Lewis Robert Ridling (commonly known as Bob) and his wife Margaret Marina Ridling née Jackson along with their 5 sons and 3 daughters cleared the land by hand of scrub and bush in this area. The Ridlings worked their Māhoenui farm from the 1920s onward after Bob Ridling won the land in a returned veterans ballot after returning wounded from Gallipoli, Turkey from World War I. Many ex servicemen simply walked off the land due to the difficulty of turning it into viable farm land. The Moss's were also well known in the area as Mr Moss was the local school teacher in the 1930s.

==Demographics==
Māhoenui is in meshblocks 1016005, 1016101-2, and 1016203-4, which had a population of 72 people in the 2023 census.
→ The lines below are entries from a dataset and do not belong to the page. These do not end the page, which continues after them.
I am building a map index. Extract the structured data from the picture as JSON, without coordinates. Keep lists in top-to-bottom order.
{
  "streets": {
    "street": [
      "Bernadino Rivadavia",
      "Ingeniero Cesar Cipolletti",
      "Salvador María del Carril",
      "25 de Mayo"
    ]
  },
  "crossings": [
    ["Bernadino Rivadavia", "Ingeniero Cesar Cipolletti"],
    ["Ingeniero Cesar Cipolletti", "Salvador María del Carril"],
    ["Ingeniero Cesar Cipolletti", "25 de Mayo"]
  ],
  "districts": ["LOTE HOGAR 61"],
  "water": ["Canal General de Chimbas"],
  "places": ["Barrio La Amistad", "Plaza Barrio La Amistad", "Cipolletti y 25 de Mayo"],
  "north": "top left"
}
The community straddles Herangi and Aria statistical areas.

==Education==
Māhoenui primary school opened in 1898 and closed in 2006 due to lack of students, with the property now privately owned.

==Geography==
Māhoenui is located in the King Country approx 50 km inland from the west coast of the North Island, the topography is hilly to mountainous, with small alluvial areas near the streams and river.

==Economics==
The primary activity is sheep farming, with beef and dairy farming to a lesser degree.